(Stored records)
§ §
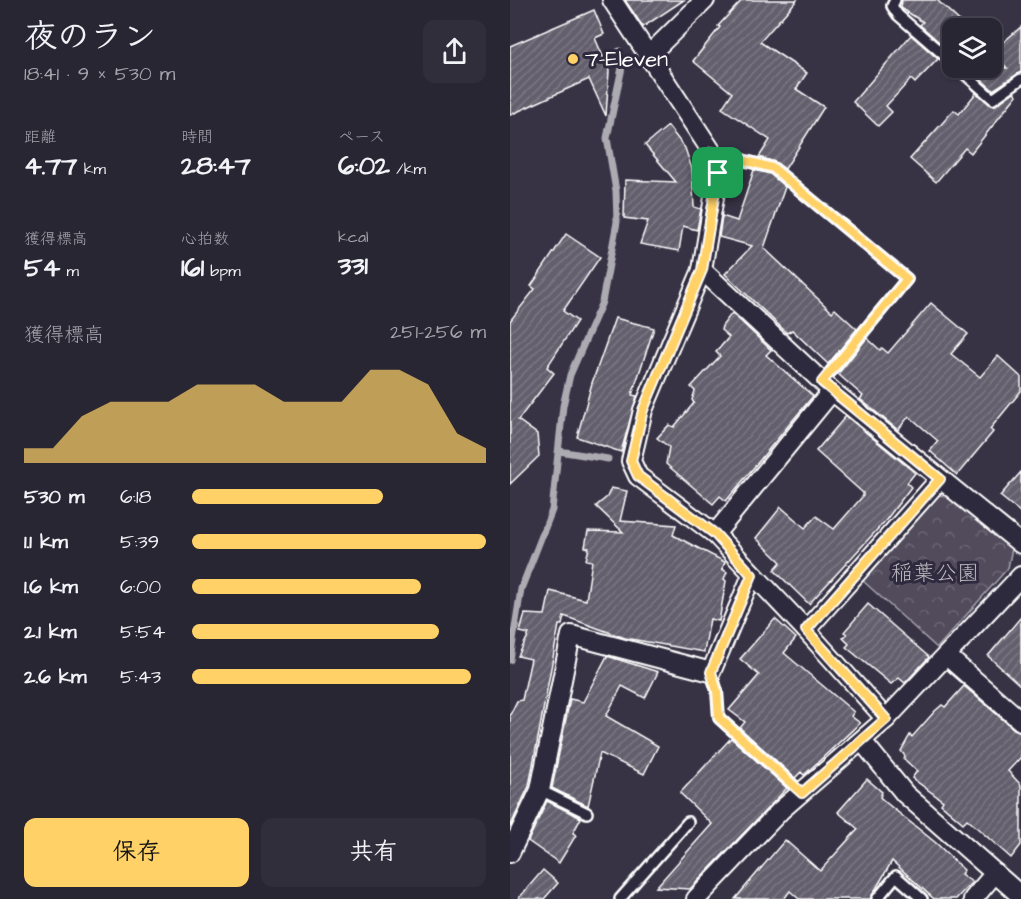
<!DOCTYPE html>
<html lang="ja">
<head>
<meta charset="utf-8">
<style>
  :root { --surface:#292634; --page:#312e3c; --text:#f1f3f6; --muted:#a5a5ac; --line:#45434f; --accent:#ffd166 }
  body { margin:0; font-family:"Architects Daughter","Klee One",sans-serif; background:var(--page); color:var(--text); height:100vh; display:flex; flex-direction:column; font-size:22px; white-space:nowrap }
  * { box-sizing:border-box; margin:0 }
  p { font-size:20px; color:var(--muted) }
  .icon { flex:none; width:33px; height:33px; fill:none; stroke:currentColor; stroke-width:2; stroke-linecap:round; stroke-linejoin:round }
  .map { position:relative; flex:1; overflow:hidden }
  .details { display:flex; flex-direction:column; background:var(--surface); width:510px }
  .details>* { flex:none }
  .fabs { position:absolute; left:432px; top:18px; display:grid; gap:12px }
  .fabs a { display:grid; place-items:center; width:60px; height:60px; border-radius:12px; background:var(--surface); box-shadow:0 2px 4px #0004,0 0 0 2px var(--line); font-size:30px }
  .pin { position:absolute; display:grid; place-items:center; width:51px; height:51px; color:#fff; margin:-26px; border-radius:12px; box-shadow:0 3px 9px #0006 }
  .round { display:grid; place-items:center; flex:none; width:63px; height:63px; border-radius:12px; background:var(--page) }
  .summary { display:flex; align-items:center; justify-content:space-between; height:102px; padding:0 24px }
  h1 { font-size:33px; font-weight:800; line-height:45px }
  .stats { display:grid; grid-template-columns:repeat(3,1fr); gap:9px; height:102px; padding:6px 24px }
  .stats div { display:grid; align-content:center }
  .stats b { font-size:26px; font-weight:800 }
  .stats small { font-size:16px; font-weight:400 }
  .stats p { font-size:16px }
  .chart { height:168px; padding:12px 24px }
  .chart p { display:flex; justify-content:space-between }
  .chart svg { width:100%; height:108px; margin-top:6px; fill:var(--accent); opacity:.7 }
  .button { display:flex; gap:12px; margin-top:auto; padding:12px 24px }
  .button a { flex:1; height:69px; border-radius:12px; background:var(--accent); color:#111; font-size:24px; font-weight:800; line-height:69px; text-align:center }
  .button a+a { background:var(--page); color:var(--text) }
  ul { padding:0 24px; list-style:none; font-size:20px }
  li { display:grid; grid-template-columns:96px 72px 1fr; align-items:center; height:45px }
  li i { height:15px; border-radius:8px; background:var(--accent) }
  main { display:flex; flex:1; min-height:0 }
  .map>svg:first-child { display:block }
  .park { fill:url(#park-crowns); stroke:#a8a6ae; stroke-width:1.5 }
  .lines { fill:none; stroke-linecap:round; stroke-linejoin:round }
  .stream { stroke:#adabb2; stroke-width:7 }
  .building { fill:url(#building-hatch); stroke:#fff; stroke-width:1.5 }
  .lane-casing { stroke:#fff; stroke-width:14 }
  .street-casing { stroke:#fff; stroke-width:22 }
  .lane { stroke:#2f2a3d; stroke-width:9 }
  .street { stroke:#2f2a3d; stroke-width:18 }
  .route-casing { stroke:#fff; stroke-width:12 }
  .route { stroke:#ffd166; stroke-width:8 }
  .poi-dot { fill:#ffd166; stroke:#2f2a3d; stroke-width:2 }
  .labels { text-anchor:middle; dominant-baseline:central; stroke-width:6; stroke-linejoin:round; paint-order:stroke }
  .poi-label { font-size:22px; fill:#fff; stroke:#2f2a3d; text-anchor:start }
  .park-label { font-size:22px; fill:#b9b7be; stroke:#2f2a3d }
</style>
</head>
<body>
<main>
<section class="details">
<div class="summary"><div><h1>夜のラン</h1><p>18:41 · 9 × 530 m</p></div><a class="round"><svg class="icon" aria-label="share" viewBox="0 0 24 24"><path d="M12 15V3M7 8l5-5 5 5M5 13v7h14v-7"/></svg></a></div>
<div class="stats">
<div><p>距離</p><b>4.77<small> km</small></b></div>
<div><p>時間</p><b>28:47</b></div>
<div><p>ペース</p><b>6:02<small> /km</small></b></div>
</div>
<div class="stats">
<div><p>獲得標高</p><b>54<small> m</small></b></div>
<div><p>心拍数</p><b>161<small> bpm</small></b></div>
<div><p>kcal</p><b>331</b></div>
</div>
<div class="chart"><p><span>獲得標高</span>251–256 m</p>
<svg viewBox="0 0 160 44" preserveAspectRatio="none"><path d="M0 44V38L10 38L20 25L30 19L40 19L50 19L60 12L70 12L80 12L90 19L100 19L110 19L120 6L130 6L140 12L150 32L160 38V44z"/></svg>
</div>
<ul>
<li><b>530 m</b>6:18<i style="width:65%"></i></li>
<li><b>1.1 km</b>5:39<i style="width:100%"></i></li>
<li><b>1.6 km</b>6:00<i style="width:78%"></i></li>
<li><b>2.1 km</b>5:54<i style="width:84%"></i></li>
<li><b>2.6 km</b>5:43<i style="width:95%"></i></li>
</ul>
<div class="button"><a>保存</a><a>共有</a></div>
</section>
<div class="map">
<svg width="511" height="899" viewBox="0 0 511 899">
  <defs>
    <pattern id="park-crowns" width="20" height="18" patternUnits="userSpaceOnUse" patternTransform="scale(1.5)"><rect width="20" height="18" fill="#514c5c"/><path d="M2 6a3 3 0 1 1 6 0M12 15a3 3 0 1 1 6 0" fill="none" stroke="#6b6774"/></pattern>
    <pattern id="building-hatch" width="6" height="6" patternUnits="userSpaceOnUse" patternTransform="scale(1.5)"><rect width="6" height="6" fill="#635f6d"/><path d="M-1 1l2-2M0 6l6-6M5 7l2-2" fill="none" stroke="#7a7783"/></pattern>
  </defs>
  <rect width="100%" height="100%" fill="#373345"/>
  <filter id="ink" filterUnits="userSpaceOnUse"><feTurbulence type="fractalNoise" baseFrequency=".0167" numOctaves="2"/><feDisplacementMap in="SourceGraphic" scale="12" xChannelSelector="R" yChannelSelector="G"/><feConvolveMatrix kernelMatrix="1 2 1 2 8 2 1 2 1" color-interpolation-filters="sRGB"/></filter>
  <g filter="url(#ink)">
    <!-- park -->
    <polygon class="park" points="427,495 439,496 502,548 498,568 427,648 352,580"/>
    <g class="lines">
      <!-- stream -->
      <g class="stream">
        <polyline points="49,451 98,459"/>
        <polyline points="0,660 11,589 42,510 53,406 60,375 92,302 107,222 106,191 97,138 113,63 109,51"/>
      </g>
    </g>
    <!-- building -->
    <g class="building">
      <polygon points="115,0 174,0 133,27"/>
      <polygon points="232,0 287,0 250,42 297,73 286,89 314,107 275,169 265,162 249,157 260,140 212,108 222,93 183,61 210,27 208,26"/>
      <polygon points="392,0 427,0 457,28 442,28 442,44 437,49 410,25 413,22 391,8"/>
      <polygon points="84,10 94,34 85,38 99,71 96,116 79,79 0,115 0,46"/>
      <polygon points="511,27 511,72 483,90 458,68 497,68 483,51"/>
      <polygon points="401,35 428,59 405,83 401,79 376,106 382,112 368,126 343,102"/>
      <polygon points="504,92 507,95 461,153 455,148 426,182 400,159 444,110 449,114 466,93 484,106"/>
      <polygon points="158,126 175,148 182,169 184,207 191,209 187,230 173,226 169,251 130,244 138,221 114,218 115,180 166,182 135,145"/>
      <polygon points="244,170 260,174 275,187 254,248 322,312 325,309 347,329 318,364 282,330 277,333 215,274 242,246 209,237 212,216 227,221"/>
      <polygon points="56,234 90,257 53,311 67,321 37,367 44,373 8,420 27,434 29,456 0,484 0,321 25,289 21,286"/>
      <polygon points="421,303 458,334 441,354 470,377 488,356 511,377 511,391 480,429 483,432 447,475 420,451 428,441 399,416 388,430 350,399 353,396 328,374 357,338 370,350 372,348 378,353"/>
      <polygon points="222,313 261,350 256,355 303,396 216,501 210,496 203,504 156,464 159,447 147,438 159,425 164,427 184,403 182,400 185,391 181,387 210,356 206,352 219,337 211,330 212,326"/>
      <polygon points="105,318 144,328 122,395 127,396 111,452 67,437 82,383"/>
      <polygon points="336,416 405,473 397,483 401,487 376,520 299,604 264,570 271,562 246,538 271,507 295,528 306,516 324,529 353,496 353,493 306,451"/>
      <polygon points="511,472 511,513 490,496"/>
      <polygon points="101,488 117,491 110,521 166,525 163,535 215,562 212,569 217,572 214,579 216,581 209,621 200,619 194,652 115,638 54,616 52,625 49,625 19,786 0,827 0,715 7,701 12,700 21,659 8,656 19,634 10,632 15,614 35,615 40,591 76,600 82,561 76,560 79,548 75,547 78,531 113,532 86,506 97,497"/>
      <polygon points="358,604 419,657 395,683 389,678 381,684 336,647 339,644 333,638 337,634 334,632"/>
      <polygon points="511,617 511,686 478,656"/>
      <polygon points="265,619 286,638 274,653 344,712 341,716 350,723 294,775 291,772 285,778 230,728 235,722 219,710 249,675 230,659"/>
      <polygon points="97,656 148,672 135,698 112,686 96,716 148,746 134,774 90,753 78,806 42,788 60,699 73,702"/>
      <polygon points="454,686 504,729 511,732 511,757 498,771 511,785 511,845 501,858 457,819 453,823 431,804 433,801 402,778 407,771 394,759 395,756 391,751 400,735 402,737 425,711 432,705 435,707"/>
      <polygon points="221,738 277,788 180,889 146,887 202,824 170,793"/>
      <polygon points="357,779 372,792 370,797 374,801 426,843 454,870 451,874 462,882 446,899 424,899 382,861 360,899 289,899 280,891 274,899 225,899 275,840 310,871 348,829 328,812"/>
      <polygon points="37,801 71,818 63,833 66,835 49,863 18,841"/>
      <polygon points="33,870 48,883 34,899 8,899"/>
    </g>
    <g class="lines">
      <defs>
        <g id="lane">
          <polyline points="385,0 382,6 388,15 442,62"/>
          <polyline points="448,68 483,99 511,79"/>
          <polyline points="202,152 263,168 397,279 312,382"/>
          <polyline points="201,672 207,691 209,718 292,793"/>
          <polyline points="30,790 77,813"/>
          <polyline points="110,899 178,822"/>
          <polyline points="367,899 386,876 412,899"/>
        </g>
        <g id="street">
          <polyline points="102,0 202,152 208,173 192,270 133,410 121,461 128,476 205,534 296,630 376,719"/>
          <polyline points="137,57 195,0"/>
          <polyline points="192,270 322,391 511,544"/>
          <polyline points="205,534 322,391"/>
          <polyline points="296,630 430,479"/>
          <polyline points="438,657 511,721"/>
          <polyline points="352,741 395,794 511,896"/>
          <polyline points="0,853 30,790 61,635 201,672 242,575"/>
          <polyline points="186,899 271,810 376,719 511,576"/>
          <polyline points="463,899 485,873"/>
        </g>
      </defs>
      <!-- lane casing -->
      <use href="#lane" class="lane-casing"/>
      <!-- street casing -->
      <use href="#street" class="street-casing"/>
      <!-- lane -->
      <use href="#lane" class="lane"/>
      <!-- street -->
      <use href="#street" class="street"/>
    </g>
  </g>
  <g class="lines" filter="url(#ink)">
    <defs>
      <polygon id="route" points="202,152 263,168 397,279 312,382 430,479 296,630 376,719 292,793 209,718 207,691 201,672 242,575 205,534 128,476 121,461 133,410 192,270 208,173"/>
    </defs>
    <!-- route casing -->
    <use href="#route" class="route-casing"/>
    <!-- route -->
    <use href="#route" class="route"/>
  </g>
  <!-- markers -->
  <circle class="poi-dot" cx="63" cy="59" r="6"/>
  <g class="labels">
    <!-- poi labels -->
    <g class="poi-label">
      <text x="75" y="59">7-Eleven</text>
    </g>
    <!-- park labels -->
    <g class="park-label">
      <text x="425" y="573">稲葉公園</text>
    </g>
  </g>
</svg>
<div class="fabs">
<a><svg class="icon" aria-label="layers" viewBox="0 0 24 24"><path d="M12 4l9 5-9 5-9-5zM3 14l9 5 9-5"/></svg></a>
</div>
<div class="pin" style="left:208px;top:173px;background:#1e9e55"><svg class="icon" aria-label="arrive" viewBox="0 0 24 24"><path d="M6 21V4h12l-3 4 3 4H6"/></svg></div>
</div>
</main>
</body>
</html>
§ §
◆ **What to produce**
Each line of the entries above that contains "direction" must be copied into the answer.

◆ **Response below**
  body { margin:0; font-family:"Architects Daughter","Klee One",sans-serif; background:var(--page); color:var(--text); height:100vh; display:flex; flex-direction:column; font-size:22px; white-space:nowrap }
  .details { display:flex; flex-direction:column; background:var(--surface); width:510px }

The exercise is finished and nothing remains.